I'm not one for improv warm ups anymore. Don't feel like I need them to get focused and in the right head space to perform. I do need some time to check in and chit chat with my teammates before a show, to get on the same frequency. The Night Shift had a bad show tonight. If I had to pin point it I'd say the reason was we weren't on the same page, we all came into it with some frenetic disparate energies.
We haven't had a bad show in a long time, a year or more, so I feel like the karmic balance played a role. It was one of the shows that, on paper, was fine, even decent. In actuality we not only got no traction with the audience(some of them left) but took no joy from it ourselves.
The whole thing was off, corrupt, from the beginning. We made valiant attempts but couldn't get the show on track. Our ideas weren't catching, the audience wallowed in their apathy. From the start we were disconnected, then when getting the suggestion the man who gave it was a real tool, some transphobic douche, he spouted off some relatively disturbing information. Information we were then suppose to use to "inspire" us.
We set up some interesting scenes, remained truthful to ourselves and our engineered situations, tried to create some movement and surprise within the piece. Nothing worked. The energy in the room just got darker, more antagonistic, judgmental, cannibalistic. Four drunk middle-aged women left, the guy who had given the suggestion was in the front row with his date and both of them just had these lop-sided drooping grins on their faces. It was disturbing.
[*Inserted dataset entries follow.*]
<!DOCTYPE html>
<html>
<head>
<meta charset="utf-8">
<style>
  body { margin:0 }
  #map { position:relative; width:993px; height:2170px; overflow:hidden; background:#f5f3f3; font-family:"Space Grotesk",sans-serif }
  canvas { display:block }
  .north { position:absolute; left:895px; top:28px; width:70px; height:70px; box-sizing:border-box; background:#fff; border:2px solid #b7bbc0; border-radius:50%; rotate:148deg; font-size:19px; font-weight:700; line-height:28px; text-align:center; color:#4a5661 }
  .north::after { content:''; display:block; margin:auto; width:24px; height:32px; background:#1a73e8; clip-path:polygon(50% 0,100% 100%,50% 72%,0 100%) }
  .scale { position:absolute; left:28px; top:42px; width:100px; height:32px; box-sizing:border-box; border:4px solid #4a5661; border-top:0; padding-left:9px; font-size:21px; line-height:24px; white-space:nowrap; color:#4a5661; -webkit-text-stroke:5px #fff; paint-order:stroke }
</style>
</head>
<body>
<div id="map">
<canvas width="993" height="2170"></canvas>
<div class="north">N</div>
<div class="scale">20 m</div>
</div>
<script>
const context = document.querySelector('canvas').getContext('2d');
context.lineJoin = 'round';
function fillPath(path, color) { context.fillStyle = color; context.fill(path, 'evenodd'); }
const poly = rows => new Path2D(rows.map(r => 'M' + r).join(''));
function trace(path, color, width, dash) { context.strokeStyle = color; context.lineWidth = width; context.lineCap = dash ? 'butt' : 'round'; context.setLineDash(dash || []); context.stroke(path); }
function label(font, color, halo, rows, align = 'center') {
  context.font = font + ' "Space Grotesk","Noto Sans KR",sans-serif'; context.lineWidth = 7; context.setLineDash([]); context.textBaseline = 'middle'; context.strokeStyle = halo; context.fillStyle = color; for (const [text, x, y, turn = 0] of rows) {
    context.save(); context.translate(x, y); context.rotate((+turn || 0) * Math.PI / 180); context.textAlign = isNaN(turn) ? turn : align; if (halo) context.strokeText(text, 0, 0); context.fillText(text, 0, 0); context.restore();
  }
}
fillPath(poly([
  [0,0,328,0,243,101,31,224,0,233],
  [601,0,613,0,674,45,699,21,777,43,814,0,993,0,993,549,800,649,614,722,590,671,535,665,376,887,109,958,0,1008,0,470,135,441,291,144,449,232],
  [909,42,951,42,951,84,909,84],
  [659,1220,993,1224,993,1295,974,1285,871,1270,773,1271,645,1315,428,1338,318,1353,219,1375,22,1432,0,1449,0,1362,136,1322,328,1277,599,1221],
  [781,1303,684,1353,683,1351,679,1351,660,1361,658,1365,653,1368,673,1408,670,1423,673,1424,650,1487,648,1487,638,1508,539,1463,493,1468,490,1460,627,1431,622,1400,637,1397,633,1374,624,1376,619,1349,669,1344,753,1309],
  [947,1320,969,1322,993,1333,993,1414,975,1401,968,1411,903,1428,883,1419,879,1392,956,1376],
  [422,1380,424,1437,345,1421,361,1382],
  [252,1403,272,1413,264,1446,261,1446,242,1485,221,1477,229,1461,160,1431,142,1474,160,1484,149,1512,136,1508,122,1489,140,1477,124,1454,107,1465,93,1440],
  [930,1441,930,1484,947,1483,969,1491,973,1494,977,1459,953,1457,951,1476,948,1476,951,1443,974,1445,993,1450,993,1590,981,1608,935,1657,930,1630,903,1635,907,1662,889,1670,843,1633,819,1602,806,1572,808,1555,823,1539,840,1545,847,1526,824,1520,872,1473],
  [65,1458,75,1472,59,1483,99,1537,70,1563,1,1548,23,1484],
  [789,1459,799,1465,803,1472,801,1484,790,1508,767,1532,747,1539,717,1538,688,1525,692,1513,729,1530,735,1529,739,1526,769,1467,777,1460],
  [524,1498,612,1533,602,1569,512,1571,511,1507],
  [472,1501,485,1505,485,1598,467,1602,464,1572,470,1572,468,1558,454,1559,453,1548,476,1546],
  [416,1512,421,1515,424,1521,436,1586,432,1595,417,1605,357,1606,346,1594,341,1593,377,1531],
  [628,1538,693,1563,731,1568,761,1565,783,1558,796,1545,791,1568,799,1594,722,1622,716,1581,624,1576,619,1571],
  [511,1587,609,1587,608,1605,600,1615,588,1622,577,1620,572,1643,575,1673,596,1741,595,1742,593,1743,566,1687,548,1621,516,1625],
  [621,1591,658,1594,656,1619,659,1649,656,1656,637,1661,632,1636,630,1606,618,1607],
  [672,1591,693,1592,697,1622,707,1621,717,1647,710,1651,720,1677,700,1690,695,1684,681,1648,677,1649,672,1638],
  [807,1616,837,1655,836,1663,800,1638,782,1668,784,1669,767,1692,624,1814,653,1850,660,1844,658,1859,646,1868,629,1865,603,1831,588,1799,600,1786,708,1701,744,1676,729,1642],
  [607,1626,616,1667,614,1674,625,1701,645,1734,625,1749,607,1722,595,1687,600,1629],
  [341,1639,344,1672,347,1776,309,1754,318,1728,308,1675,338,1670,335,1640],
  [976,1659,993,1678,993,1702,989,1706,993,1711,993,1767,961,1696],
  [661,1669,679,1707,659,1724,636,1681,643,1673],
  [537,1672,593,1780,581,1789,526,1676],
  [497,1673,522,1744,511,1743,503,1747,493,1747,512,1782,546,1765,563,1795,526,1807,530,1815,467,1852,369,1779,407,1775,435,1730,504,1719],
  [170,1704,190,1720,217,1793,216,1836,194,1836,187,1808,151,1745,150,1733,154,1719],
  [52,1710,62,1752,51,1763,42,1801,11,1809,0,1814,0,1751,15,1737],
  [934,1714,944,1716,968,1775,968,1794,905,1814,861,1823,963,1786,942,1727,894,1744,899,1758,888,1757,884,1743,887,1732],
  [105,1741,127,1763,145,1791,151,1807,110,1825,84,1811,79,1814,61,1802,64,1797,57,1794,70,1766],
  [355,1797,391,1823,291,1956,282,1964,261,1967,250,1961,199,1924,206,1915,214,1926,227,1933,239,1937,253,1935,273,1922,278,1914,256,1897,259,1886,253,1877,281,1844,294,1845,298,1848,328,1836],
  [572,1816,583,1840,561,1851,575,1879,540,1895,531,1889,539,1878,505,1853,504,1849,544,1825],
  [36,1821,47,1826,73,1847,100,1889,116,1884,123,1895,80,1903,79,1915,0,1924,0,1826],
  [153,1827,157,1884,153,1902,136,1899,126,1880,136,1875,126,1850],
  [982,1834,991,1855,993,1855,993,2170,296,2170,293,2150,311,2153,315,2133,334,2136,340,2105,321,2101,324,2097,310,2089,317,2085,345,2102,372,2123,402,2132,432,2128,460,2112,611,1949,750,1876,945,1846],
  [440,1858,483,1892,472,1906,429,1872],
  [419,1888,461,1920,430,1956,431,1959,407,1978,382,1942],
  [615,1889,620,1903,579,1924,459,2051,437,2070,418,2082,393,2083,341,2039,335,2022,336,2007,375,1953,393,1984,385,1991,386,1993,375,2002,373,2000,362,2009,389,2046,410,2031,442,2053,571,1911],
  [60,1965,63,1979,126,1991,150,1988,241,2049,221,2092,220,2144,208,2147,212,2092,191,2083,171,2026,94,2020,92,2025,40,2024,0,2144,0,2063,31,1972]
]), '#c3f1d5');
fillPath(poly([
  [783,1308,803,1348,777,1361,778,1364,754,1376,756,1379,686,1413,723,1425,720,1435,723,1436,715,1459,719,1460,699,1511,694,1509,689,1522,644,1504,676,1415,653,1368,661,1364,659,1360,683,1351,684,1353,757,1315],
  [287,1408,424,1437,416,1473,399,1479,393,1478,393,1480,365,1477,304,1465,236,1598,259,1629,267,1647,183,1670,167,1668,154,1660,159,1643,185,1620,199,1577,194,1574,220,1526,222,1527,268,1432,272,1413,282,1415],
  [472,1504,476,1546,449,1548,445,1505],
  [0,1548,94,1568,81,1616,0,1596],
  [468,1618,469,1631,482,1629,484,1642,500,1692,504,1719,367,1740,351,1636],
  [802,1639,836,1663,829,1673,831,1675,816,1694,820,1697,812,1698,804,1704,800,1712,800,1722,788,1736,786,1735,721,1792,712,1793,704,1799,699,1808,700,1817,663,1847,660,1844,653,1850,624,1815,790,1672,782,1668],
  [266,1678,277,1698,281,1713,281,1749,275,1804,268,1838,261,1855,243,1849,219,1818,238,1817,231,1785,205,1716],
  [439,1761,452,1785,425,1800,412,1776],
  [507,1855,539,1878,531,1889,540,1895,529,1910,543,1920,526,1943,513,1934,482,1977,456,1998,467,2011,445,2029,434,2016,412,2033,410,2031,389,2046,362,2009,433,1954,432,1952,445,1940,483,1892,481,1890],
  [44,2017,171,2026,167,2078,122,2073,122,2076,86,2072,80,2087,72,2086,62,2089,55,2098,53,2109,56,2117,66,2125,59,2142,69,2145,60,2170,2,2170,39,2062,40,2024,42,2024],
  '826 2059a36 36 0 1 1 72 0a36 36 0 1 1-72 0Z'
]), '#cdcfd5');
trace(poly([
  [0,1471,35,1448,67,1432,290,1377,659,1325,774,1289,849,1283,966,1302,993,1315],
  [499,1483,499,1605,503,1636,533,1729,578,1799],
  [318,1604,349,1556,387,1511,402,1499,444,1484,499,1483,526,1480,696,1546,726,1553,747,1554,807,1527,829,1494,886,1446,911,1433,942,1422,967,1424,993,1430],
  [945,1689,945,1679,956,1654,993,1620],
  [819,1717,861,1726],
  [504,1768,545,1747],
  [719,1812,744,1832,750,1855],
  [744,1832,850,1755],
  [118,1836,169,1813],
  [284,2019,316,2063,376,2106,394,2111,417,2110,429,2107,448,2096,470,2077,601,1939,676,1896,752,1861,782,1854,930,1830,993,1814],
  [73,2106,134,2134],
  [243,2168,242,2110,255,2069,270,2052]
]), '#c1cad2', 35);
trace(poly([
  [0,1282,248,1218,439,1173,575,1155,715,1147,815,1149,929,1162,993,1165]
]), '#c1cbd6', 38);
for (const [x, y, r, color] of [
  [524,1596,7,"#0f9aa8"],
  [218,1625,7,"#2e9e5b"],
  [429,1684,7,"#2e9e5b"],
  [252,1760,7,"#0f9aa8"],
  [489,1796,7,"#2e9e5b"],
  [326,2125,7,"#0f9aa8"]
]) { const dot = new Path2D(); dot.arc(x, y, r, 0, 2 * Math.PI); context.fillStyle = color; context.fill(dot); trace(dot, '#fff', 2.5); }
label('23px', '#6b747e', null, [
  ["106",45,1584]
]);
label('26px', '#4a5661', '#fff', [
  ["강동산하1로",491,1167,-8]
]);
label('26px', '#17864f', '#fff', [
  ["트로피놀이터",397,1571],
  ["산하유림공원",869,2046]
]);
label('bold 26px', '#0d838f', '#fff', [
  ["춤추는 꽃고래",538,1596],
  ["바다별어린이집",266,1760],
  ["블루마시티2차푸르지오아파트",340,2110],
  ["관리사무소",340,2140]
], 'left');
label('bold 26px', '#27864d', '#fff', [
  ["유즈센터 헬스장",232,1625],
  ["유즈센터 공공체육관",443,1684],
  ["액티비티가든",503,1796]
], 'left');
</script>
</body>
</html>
No one on the team was at fault. We all supported each other and contributed, made moves and choices. It was a bunch of external things not going our way all at the same time. It was not fun and I was glad I had another show to jet to after to shake of the grime of it. Such badness is rare for us now, making it that much more unsettling. Talking afterwards we couldn't pinpoint what exactly went wrong and that's ok. Bad shows happen, they make the good shows that much sweeter. An message from those mercurial gods of improv.